- Exercise objective -
Whenever the string "canvas" turns up in a line below, that line should be copied.

^^^^^^^^

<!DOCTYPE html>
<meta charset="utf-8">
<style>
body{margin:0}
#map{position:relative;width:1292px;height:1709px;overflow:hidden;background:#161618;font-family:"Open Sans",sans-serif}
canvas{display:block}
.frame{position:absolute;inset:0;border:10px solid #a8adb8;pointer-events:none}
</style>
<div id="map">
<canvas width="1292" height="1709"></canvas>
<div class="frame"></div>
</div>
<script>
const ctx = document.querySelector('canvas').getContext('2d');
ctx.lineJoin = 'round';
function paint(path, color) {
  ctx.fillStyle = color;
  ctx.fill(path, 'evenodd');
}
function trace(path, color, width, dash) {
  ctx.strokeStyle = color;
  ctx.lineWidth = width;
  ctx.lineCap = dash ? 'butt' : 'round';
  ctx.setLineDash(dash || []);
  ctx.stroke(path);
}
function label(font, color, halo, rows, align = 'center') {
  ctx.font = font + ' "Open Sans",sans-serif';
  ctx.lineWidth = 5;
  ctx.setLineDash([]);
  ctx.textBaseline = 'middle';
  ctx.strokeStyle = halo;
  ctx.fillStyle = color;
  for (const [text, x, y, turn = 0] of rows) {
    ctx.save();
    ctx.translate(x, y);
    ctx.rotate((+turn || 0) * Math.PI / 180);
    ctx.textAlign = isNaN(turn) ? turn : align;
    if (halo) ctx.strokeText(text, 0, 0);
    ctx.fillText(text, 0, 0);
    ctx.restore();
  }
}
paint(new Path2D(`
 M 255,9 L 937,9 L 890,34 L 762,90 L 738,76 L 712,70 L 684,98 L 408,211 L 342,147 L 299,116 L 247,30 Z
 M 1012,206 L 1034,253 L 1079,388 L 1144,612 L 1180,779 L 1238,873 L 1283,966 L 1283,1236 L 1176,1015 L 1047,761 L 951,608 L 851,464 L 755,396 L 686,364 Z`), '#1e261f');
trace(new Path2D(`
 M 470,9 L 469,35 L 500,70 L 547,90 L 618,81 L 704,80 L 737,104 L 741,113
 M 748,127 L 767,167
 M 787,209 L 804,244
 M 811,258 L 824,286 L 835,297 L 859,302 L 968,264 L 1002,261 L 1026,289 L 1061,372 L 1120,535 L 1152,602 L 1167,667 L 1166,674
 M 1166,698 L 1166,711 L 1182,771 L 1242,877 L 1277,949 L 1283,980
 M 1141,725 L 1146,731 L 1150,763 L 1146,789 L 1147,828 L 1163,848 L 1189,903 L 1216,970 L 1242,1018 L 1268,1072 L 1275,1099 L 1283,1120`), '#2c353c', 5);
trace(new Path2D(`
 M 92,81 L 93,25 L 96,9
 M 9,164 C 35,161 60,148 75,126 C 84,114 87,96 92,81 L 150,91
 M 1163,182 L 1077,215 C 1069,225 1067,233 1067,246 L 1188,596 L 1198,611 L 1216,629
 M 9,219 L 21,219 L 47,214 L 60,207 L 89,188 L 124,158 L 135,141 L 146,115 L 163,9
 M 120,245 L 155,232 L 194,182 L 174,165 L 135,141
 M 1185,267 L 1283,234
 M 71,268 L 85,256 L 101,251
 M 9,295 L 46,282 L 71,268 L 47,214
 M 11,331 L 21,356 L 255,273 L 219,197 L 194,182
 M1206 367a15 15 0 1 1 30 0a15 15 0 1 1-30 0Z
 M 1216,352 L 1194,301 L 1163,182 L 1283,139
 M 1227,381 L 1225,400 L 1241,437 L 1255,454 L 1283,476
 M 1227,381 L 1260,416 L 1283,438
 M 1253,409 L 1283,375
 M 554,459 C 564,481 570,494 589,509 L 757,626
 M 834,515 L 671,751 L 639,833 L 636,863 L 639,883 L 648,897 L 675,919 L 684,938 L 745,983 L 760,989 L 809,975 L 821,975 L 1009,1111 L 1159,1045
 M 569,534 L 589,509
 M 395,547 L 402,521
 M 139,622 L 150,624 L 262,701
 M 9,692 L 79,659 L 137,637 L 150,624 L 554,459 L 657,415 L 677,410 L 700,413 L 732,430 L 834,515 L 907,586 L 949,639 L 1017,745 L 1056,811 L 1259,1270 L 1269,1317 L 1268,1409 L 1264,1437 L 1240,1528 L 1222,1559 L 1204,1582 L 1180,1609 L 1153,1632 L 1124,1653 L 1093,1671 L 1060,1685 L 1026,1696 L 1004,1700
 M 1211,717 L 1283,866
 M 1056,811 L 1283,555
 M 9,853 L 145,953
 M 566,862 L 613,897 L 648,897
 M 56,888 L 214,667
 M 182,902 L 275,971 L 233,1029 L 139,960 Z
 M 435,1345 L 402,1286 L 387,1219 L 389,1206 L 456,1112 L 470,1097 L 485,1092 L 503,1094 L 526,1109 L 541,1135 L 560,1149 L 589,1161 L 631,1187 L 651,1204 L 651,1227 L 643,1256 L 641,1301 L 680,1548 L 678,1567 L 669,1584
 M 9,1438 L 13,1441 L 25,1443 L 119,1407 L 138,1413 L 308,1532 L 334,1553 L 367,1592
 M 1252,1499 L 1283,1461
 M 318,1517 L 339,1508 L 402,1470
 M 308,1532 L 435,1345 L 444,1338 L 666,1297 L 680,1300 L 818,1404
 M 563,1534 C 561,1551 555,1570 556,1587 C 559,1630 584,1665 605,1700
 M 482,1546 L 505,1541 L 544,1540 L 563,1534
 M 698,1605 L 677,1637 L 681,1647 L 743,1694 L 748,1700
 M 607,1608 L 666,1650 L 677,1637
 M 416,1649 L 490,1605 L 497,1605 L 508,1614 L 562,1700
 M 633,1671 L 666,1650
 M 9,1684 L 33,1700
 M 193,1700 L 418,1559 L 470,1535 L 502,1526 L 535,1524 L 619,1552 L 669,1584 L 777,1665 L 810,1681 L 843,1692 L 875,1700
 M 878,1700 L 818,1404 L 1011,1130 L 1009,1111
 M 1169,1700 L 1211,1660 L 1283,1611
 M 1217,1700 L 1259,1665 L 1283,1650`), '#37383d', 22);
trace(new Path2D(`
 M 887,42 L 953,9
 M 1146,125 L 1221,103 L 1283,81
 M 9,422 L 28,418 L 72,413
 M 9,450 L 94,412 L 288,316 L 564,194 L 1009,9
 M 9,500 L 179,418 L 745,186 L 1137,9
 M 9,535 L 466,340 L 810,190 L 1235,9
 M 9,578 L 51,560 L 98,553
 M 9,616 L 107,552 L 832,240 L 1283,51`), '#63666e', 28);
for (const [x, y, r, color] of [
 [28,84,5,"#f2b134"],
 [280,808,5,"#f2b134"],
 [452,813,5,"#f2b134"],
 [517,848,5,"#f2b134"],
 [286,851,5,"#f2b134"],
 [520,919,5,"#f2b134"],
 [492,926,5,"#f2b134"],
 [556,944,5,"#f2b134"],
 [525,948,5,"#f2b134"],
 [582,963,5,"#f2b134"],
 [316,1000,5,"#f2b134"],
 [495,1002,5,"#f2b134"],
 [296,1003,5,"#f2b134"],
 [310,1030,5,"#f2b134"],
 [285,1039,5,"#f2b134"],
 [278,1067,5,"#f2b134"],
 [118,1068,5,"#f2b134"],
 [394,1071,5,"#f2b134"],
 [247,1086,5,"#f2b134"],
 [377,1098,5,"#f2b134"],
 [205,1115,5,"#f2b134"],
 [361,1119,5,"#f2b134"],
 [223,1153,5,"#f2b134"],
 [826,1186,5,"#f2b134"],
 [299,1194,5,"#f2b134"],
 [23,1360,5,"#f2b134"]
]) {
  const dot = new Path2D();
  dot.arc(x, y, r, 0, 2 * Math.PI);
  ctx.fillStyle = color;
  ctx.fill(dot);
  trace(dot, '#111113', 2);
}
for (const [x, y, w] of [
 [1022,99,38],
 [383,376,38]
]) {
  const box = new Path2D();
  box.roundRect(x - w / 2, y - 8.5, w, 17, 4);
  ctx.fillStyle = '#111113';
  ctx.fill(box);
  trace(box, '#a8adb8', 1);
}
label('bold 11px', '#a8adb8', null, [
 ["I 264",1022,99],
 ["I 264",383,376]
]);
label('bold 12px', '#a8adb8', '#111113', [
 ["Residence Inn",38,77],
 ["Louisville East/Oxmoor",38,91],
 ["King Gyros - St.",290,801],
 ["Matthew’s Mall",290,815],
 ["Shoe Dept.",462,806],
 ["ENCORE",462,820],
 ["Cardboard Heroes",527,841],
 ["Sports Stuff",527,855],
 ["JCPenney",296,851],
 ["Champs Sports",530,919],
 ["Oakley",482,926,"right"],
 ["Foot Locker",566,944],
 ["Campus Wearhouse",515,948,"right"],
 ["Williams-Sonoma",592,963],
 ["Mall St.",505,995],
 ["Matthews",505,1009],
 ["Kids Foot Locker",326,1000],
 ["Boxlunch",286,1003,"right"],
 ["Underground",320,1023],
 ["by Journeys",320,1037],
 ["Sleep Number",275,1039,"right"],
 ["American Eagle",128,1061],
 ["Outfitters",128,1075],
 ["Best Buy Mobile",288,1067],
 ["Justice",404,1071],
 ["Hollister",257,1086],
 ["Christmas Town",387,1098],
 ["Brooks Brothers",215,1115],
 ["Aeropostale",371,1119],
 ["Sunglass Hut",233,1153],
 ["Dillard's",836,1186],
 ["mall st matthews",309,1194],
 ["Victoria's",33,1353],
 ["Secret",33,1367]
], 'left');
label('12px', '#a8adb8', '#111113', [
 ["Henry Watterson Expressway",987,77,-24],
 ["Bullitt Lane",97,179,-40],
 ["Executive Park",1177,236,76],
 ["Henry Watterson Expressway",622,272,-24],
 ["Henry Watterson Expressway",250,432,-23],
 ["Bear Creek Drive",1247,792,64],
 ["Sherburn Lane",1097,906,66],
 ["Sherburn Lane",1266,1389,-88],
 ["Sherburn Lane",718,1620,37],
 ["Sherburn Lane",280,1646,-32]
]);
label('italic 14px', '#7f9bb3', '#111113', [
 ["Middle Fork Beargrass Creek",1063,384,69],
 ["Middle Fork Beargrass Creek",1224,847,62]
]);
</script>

^^^^^^^^

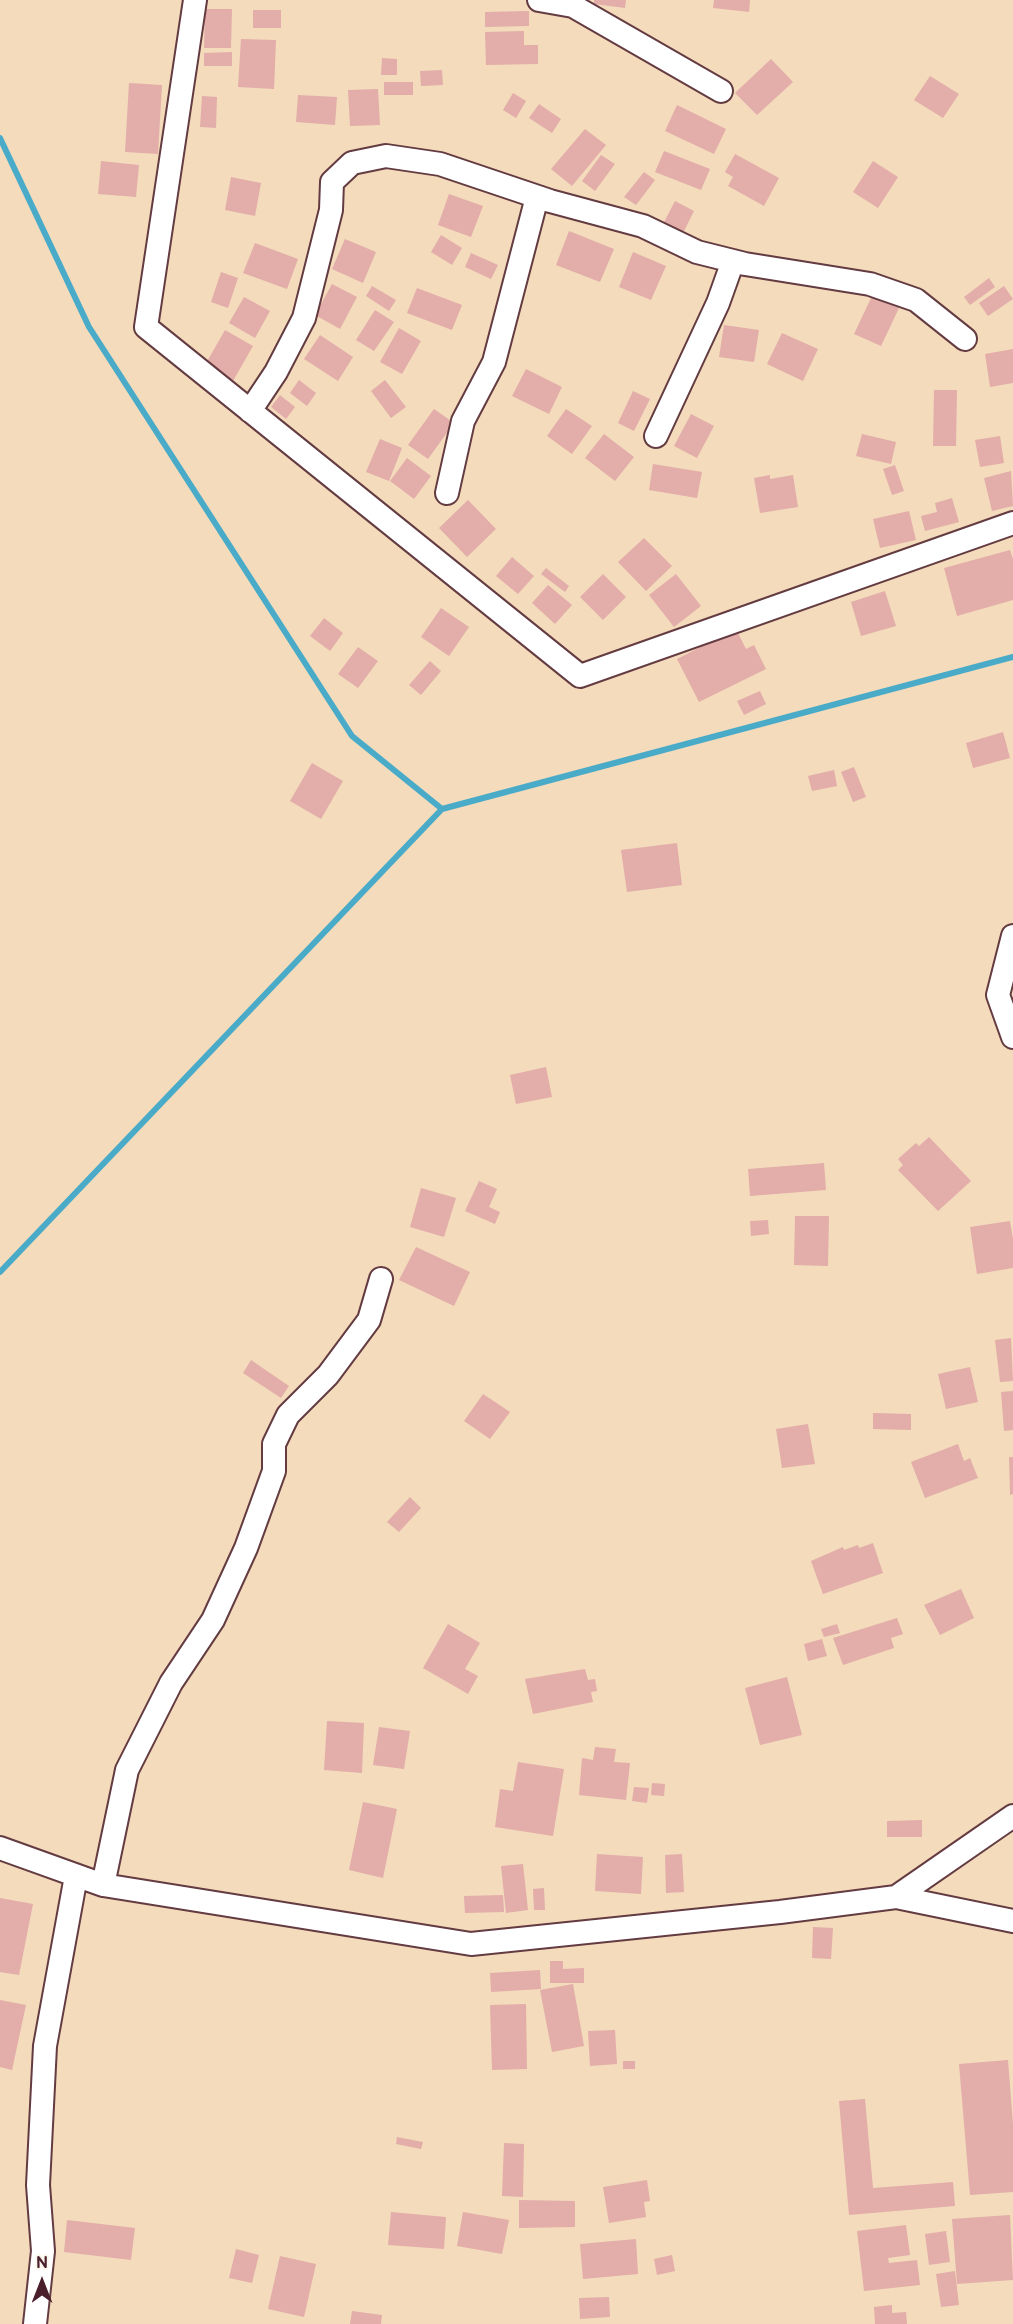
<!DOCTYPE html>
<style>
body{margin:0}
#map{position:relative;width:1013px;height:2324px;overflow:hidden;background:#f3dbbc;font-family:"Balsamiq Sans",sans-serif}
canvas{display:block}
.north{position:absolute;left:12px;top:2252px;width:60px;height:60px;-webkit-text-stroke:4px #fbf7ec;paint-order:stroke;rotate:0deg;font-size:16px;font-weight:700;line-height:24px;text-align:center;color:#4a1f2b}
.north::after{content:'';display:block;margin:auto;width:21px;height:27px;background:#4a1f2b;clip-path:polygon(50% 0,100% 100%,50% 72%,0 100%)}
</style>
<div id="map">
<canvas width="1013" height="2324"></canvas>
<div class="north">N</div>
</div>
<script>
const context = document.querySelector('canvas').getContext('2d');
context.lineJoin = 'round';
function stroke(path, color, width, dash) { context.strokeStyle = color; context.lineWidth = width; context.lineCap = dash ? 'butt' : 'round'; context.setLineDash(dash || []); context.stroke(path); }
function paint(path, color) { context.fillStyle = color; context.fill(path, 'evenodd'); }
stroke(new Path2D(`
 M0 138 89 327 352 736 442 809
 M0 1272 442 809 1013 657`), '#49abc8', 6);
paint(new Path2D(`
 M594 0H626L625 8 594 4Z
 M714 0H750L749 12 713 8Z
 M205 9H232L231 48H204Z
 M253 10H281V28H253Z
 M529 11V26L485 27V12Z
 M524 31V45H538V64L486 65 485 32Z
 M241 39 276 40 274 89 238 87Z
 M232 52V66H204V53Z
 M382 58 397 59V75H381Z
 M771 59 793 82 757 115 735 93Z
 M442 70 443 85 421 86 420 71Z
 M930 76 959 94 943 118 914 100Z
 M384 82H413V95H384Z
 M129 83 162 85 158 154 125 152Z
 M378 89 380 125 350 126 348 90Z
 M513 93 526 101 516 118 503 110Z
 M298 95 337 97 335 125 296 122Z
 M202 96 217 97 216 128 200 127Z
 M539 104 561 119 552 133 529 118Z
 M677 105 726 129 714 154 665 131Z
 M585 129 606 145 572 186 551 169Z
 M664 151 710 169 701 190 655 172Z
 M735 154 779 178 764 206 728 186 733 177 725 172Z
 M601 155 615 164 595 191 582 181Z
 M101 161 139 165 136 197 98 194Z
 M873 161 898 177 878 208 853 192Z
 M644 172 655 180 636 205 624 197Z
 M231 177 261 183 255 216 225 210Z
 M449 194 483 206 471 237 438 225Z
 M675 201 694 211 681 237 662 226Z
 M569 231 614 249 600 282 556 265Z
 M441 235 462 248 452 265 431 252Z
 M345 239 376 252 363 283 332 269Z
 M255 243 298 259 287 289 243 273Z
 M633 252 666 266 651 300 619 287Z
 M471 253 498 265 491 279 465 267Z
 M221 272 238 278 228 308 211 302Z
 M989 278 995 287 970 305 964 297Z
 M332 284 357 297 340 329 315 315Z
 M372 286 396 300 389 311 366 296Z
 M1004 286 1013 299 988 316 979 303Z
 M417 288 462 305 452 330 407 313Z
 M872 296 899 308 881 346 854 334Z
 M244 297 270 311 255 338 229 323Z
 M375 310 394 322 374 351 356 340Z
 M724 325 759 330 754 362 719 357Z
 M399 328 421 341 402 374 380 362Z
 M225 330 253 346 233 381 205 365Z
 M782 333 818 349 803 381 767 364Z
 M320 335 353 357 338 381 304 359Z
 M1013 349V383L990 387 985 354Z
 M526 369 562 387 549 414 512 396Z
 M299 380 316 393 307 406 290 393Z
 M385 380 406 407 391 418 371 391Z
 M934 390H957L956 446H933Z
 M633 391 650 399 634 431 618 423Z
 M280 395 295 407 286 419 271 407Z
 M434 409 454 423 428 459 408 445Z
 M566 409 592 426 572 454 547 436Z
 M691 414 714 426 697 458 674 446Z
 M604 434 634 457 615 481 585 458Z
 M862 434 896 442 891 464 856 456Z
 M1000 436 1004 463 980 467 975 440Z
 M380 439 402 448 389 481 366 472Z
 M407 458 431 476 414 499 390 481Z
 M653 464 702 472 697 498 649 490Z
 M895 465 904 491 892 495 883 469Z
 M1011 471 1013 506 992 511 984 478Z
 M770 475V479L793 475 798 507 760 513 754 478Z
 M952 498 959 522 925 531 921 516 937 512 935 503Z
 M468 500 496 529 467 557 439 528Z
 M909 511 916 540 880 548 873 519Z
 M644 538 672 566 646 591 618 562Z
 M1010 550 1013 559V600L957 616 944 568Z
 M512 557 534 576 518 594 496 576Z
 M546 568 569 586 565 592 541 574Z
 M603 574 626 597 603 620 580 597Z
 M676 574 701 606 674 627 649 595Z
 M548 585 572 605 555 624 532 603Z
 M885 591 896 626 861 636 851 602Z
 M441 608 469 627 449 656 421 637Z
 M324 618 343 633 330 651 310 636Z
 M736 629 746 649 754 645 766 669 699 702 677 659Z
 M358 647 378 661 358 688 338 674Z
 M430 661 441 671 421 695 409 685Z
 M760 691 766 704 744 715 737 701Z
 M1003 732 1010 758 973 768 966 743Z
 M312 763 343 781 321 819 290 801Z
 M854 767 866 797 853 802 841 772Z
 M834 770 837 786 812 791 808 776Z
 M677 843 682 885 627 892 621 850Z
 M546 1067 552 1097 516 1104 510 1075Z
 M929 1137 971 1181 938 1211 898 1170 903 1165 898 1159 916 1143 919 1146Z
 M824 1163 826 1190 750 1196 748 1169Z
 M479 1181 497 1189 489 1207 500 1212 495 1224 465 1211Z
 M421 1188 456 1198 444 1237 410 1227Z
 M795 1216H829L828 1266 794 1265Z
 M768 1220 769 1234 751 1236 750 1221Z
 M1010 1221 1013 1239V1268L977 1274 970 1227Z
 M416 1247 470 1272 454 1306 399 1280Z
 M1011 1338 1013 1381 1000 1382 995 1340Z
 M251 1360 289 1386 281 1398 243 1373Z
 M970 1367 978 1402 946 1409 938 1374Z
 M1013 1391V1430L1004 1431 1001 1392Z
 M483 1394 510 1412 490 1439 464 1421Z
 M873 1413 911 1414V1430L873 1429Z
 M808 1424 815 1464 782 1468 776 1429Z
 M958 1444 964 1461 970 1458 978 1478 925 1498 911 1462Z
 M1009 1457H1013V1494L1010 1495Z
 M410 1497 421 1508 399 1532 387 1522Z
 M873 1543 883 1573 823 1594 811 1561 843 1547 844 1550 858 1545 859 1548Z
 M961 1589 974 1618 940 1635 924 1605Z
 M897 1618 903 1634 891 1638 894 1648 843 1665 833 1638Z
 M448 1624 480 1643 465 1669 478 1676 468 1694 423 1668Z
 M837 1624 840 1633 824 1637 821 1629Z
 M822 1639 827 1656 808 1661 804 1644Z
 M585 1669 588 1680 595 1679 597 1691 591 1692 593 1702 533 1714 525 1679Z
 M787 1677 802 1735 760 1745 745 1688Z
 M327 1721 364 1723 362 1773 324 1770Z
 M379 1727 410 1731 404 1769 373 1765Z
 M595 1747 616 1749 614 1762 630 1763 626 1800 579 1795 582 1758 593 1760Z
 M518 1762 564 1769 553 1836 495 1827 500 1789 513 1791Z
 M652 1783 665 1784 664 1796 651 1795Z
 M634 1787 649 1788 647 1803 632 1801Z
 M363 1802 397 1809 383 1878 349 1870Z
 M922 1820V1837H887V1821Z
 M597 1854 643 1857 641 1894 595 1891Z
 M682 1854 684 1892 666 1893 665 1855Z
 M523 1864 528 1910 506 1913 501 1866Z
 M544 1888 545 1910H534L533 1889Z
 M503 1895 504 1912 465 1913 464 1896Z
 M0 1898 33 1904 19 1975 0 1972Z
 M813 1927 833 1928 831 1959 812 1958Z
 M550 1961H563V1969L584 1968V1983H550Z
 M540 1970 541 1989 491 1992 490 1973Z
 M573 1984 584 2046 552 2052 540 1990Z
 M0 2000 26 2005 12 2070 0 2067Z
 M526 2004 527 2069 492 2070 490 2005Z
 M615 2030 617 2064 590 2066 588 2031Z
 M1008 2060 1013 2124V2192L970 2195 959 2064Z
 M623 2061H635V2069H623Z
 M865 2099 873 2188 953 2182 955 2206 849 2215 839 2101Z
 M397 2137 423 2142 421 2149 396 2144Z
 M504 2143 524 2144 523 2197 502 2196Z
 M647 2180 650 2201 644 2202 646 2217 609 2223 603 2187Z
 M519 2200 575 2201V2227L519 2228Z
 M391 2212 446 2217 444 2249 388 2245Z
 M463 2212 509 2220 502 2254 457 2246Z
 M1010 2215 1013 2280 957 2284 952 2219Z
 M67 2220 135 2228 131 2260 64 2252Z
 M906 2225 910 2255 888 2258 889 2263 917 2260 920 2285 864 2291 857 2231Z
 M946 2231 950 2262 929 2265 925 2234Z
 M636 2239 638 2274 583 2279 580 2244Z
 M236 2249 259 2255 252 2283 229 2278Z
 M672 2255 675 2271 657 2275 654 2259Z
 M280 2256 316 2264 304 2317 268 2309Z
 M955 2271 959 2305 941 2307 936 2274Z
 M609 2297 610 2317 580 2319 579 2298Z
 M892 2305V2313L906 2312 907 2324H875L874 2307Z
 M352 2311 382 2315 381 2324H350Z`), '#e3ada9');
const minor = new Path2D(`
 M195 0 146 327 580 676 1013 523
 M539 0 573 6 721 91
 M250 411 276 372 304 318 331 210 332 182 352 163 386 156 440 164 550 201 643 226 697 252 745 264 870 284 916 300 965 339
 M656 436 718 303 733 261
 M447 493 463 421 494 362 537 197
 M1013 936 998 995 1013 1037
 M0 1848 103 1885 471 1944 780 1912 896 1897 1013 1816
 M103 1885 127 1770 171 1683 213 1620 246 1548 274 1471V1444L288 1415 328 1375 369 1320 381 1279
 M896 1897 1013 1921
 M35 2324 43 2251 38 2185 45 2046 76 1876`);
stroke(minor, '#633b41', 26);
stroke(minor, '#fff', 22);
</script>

^^^^^^^^

- Written response -
canvas{display:block}
<canvas width="1292" height="1709"></canvas>
const ctx = document.querySelector('canvas').getContext('2d');
canvas{display:block}
<canvas width="1013" height="2324"></canvas>
const context = document.querySelector('canvas').getContext('2d');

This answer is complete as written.